- _ABOUT THIS EXERCISE_
Filter the records below for the word "lane". Copy each line that holds it.

====

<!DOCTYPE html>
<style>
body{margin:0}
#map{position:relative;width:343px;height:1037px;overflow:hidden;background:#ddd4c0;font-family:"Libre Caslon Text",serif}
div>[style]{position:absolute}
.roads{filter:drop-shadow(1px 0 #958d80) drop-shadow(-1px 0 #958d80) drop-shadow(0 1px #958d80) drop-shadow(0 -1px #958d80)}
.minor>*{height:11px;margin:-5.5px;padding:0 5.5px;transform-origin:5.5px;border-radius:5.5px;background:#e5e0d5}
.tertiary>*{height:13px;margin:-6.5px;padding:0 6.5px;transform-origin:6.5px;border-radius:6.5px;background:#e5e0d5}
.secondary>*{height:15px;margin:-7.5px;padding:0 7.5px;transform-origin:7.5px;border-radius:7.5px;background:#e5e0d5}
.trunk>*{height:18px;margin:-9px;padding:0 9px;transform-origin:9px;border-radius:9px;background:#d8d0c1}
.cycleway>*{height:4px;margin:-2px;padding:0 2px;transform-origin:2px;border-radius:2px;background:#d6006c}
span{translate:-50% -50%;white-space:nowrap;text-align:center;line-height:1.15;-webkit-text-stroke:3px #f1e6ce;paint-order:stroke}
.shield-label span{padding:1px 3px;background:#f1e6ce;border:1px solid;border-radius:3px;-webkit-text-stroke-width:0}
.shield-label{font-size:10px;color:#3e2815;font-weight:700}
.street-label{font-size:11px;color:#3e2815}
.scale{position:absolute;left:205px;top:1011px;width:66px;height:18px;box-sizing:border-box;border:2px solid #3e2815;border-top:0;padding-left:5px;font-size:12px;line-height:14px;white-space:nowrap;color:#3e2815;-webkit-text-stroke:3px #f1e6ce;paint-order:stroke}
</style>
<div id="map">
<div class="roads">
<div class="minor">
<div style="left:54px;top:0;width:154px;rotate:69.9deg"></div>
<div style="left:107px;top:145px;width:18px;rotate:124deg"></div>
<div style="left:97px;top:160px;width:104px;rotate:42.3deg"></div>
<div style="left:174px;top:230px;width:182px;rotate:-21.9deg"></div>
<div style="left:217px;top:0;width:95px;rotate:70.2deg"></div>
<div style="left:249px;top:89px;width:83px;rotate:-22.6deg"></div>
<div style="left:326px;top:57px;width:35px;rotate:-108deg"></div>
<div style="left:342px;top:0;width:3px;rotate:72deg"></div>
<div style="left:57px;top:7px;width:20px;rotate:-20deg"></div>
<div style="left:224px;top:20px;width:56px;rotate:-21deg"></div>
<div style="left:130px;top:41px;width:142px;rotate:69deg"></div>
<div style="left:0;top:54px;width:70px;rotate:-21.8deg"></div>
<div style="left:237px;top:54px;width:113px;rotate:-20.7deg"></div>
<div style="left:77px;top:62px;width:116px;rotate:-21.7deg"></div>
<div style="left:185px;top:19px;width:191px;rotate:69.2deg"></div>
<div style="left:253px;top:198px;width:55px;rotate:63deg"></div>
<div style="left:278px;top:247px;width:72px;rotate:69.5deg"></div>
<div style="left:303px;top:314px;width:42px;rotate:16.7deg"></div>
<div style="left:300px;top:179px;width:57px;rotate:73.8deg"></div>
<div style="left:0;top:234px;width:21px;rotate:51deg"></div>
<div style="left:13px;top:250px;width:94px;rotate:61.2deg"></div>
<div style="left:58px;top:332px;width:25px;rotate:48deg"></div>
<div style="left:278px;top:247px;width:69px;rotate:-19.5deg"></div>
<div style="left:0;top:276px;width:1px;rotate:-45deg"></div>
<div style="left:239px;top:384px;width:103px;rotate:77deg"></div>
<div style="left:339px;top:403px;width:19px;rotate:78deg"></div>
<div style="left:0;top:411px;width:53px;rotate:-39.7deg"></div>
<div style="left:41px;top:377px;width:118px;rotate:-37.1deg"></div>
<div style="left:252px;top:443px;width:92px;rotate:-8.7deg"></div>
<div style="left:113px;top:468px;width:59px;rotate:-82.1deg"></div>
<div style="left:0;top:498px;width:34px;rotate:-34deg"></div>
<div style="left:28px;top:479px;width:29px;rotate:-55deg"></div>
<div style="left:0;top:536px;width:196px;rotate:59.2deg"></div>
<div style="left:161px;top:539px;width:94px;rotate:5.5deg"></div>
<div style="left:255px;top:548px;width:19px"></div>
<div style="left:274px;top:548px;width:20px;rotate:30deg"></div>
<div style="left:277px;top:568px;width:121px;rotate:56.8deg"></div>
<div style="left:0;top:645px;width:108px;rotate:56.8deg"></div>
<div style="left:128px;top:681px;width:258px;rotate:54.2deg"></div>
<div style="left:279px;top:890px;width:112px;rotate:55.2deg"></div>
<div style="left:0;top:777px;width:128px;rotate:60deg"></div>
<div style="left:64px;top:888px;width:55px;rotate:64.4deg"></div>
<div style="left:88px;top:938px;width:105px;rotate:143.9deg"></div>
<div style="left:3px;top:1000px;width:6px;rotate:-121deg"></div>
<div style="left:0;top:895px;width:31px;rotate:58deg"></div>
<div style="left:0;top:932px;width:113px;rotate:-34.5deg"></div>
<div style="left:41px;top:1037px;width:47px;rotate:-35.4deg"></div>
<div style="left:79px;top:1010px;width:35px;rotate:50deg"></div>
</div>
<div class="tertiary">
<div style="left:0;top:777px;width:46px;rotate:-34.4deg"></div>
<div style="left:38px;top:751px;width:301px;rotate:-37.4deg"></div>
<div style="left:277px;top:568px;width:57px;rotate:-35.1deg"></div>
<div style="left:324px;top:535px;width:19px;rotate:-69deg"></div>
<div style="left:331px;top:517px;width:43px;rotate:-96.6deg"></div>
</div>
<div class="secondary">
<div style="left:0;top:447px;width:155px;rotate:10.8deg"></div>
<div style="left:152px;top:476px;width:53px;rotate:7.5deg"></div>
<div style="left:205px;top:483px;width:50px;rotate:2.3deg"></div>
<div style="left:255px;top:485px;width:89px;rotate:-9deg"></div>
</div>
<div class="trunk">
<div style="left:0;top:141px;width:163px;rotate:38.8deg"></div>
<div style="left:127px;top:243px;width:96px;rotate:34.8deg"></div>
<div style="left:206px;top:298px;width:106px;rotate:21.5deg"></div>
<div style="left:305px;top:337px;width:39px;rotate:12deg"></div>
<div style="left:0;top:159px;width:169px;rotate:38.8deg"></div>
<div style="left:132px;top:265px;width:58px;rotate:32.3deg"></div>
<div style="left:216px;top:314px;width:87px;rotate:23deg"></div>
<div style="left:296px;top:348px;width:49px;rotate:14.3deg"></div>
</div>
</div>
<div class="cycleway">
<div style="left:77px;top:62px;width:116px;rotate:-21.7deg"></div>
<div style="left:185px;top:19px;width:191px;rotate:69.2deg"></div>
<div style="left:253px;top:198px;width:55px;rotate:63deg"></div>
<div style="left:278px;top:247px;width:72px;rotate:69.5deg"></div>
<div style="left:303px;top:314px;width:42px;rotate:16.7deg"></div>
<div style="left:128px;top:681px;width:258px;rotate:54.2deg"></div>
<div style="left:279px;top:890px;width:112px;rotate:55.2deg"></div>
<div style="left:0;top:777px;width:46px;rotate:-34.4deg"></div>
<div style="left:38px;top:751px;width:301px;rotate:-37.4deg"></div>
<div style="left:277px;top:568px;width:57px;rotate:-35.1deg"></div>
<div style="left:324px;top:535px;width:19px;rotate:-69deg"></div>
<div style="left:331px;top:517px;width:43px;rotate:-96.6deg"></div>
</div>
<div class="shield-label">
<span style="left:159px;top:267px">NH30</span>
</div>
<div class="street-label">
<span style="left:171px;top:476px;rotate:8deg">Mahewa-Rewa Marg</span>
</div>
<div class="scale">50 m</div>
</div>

====

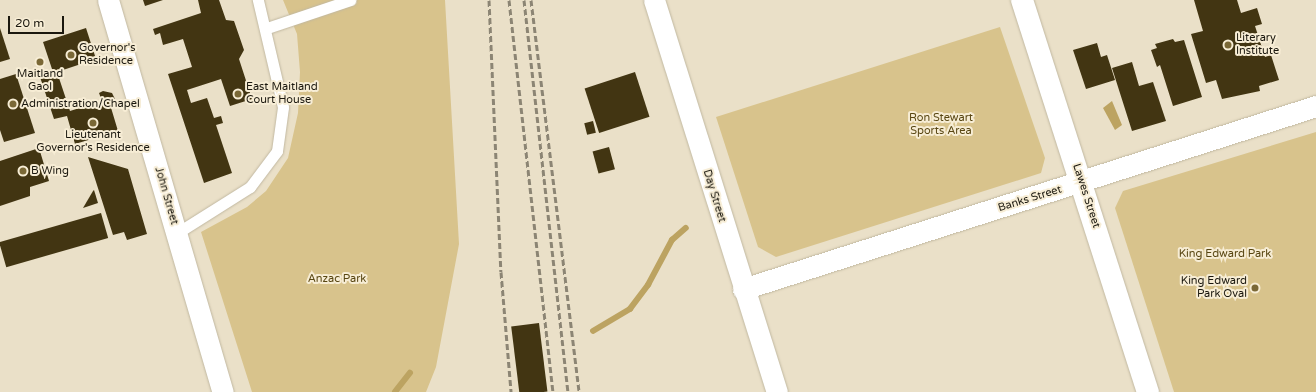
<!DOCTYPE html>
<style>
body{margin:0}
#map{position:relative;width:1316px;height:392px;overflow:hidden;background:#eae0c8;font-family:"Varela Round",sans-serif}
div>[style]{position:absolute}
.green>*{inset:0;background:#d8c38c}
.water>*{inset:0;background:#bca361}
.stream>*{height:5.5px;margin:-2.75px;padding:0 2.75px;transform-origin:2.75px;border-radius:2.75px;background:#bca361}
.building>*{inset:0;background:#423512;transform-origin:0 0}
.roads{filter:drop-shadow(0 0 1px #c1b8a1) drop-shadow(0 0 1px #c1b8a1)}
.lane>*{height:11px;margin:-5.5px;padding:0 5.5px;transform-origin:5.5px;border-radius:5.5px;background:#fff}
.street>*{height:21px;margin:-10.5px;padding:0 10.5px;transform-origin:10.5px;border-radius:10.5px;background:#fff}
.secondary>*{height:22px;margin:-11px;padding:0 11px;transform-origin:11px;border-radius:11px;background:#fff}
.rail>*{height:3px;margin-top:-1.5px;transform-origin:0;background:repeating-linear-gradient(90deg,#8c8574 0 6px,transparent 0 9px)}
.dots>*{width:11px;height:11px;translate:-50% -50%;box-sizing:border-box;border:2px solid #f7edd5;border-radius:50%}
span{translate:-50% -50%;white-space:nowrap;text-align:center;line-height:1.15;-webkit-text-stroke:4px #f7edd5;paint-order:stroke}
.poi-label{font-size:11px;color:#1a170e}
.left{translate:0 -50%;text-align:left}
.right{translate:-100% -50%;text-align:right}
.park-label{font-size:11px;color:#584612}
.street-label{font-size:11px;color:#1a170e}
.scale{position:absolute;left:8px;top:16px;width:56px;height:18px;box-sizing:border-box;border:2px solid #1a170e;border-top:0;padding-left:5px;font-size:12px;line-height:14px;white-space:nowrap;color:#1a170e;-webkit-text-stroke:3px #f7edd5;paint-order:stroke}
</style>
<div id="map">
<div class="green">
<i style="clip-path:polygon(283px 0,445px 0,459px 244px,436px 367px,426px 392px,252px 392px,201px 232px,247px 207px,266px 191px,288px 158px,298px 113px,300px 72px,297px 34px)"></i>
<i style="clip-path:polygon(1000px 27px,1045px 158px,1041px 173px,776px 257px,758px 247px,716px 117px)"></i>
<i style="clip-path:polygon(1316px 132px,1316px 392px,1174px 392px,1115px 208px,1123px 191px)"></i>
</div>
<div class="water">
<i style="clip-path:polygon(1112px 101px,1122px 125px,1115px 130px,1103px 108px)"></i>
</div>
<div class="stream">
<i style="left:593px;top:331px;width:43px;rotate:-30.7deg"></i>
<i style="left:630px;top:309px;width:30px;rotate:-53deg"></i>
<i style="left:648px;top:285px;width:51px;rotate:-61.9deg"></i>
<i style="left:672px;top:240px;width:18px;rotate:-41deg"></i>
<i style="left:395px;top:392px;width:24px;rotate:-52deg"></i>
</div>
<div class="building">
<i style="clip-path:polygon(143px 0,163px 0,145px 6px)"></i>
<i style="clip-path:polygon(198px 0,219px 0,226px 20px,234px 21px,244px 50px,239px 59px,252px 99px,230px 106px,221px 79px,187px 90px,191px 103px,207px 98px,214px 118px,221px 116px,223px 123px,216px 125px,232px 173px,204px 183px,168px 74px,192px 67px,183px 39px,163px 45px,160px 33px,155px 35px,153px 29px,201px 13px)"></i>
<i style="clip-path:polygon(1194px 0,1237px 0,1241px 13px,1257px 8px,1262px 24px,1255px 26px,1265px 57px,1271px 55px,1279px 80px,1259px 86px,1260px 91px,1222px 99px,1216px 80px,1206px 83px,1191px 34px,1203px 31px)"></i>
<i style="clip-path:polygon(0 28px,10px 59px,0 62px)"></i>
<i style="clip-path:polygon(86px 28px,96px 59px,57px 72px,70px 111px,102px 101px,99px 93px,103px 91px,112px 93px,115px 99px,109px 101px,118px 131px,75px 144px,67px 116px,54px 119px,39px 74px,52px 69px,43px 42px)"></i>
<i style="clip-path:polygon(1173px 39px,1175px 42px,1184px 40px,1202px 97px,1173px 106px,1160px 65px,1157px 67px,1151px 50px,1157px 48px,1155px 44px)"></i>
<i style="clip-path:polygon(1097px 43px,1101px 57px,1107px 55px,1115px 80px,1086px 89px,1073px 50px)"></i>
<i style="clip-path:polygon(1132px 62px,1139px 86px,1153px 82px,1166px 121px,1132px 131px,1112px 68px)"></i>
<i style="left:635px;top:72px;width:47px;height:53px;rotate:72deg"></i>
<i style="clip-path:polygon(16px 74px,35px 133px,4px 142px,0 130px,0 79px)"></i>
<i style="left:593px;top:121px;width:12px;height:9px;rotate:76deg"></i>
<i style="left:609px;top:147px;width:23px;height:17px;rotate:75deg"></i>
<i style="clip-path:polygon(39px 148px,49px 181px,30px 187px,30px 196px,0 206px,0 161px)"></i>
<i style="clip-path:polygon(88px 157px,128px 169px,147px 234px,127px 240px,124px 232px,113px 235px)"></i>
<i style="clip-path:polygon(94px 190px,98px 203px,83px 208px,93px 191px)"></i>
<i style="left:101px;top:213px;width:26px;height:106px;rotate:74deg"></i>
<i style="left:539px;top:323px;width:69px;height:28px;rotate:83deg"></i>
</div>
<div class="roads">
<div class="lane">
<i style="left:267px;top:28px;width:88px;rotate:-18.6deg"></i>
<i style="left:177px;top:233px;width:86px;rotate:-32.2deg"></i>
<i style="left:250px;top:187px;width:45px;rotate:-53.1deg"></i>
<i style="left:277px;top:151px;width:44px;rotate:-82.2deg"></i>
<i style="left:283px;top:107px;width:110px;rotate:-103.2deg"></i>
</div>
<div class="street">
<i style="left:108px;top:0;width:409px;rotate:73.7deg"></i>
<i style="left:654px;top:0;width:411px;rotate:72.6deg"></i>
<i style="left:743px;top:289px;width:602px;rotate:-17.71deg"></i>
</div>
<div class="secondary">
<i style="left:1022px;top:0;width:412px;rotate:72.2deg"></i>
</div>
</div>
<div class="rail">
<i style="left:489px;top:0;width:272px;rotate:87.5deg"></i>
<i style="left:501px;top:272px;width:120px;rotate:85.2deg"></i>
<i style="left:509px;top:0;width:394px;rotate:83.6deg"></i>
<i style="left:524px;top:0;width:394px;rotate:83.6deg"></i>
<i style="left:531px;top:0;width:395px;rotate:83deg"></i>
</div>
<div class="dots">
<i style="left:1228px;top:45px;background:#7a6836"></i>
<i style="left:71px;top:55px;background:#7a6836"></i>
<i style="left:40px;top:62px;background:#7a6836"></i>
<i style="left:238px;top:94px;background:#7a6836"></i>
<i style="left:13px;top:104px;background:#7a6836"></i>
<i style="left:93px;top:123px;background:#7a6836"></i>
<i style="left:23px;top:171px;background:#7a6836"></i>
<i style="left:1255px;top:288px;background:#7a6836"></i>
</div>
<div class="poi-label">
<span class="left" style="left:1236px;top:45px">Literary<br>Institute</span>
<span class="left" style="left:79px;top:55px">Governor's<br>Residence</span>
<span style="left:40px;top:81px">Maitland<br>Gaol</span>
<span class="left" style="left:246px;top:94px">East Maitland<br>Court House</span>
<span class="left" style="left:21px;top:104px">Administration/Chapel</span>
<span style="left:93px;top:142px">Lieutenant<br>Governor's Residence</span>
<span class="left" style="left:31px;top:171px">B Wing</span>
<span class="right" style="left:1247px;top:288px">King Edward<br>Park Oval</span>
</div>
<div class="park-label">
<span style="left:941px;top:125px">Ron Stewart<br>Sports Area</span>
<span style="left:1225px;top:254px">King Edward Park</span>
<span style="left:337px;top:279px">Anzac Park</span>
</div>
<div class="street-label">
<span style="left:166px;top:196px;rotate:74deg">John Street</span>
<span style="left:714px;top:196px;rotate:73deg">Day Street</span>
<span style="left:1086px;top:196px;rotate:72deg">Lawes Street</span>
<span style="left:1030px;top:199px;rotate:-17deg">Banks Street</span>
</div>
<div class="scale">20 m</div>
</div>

====

- _SOLUTION TO THE EXERCISE_
.lane>*{height:11px;margin:-5.5px;padding:0 5.5px;transform-origin:5.5px;border-radius:5.5px;background:#fff}
<div class="lane">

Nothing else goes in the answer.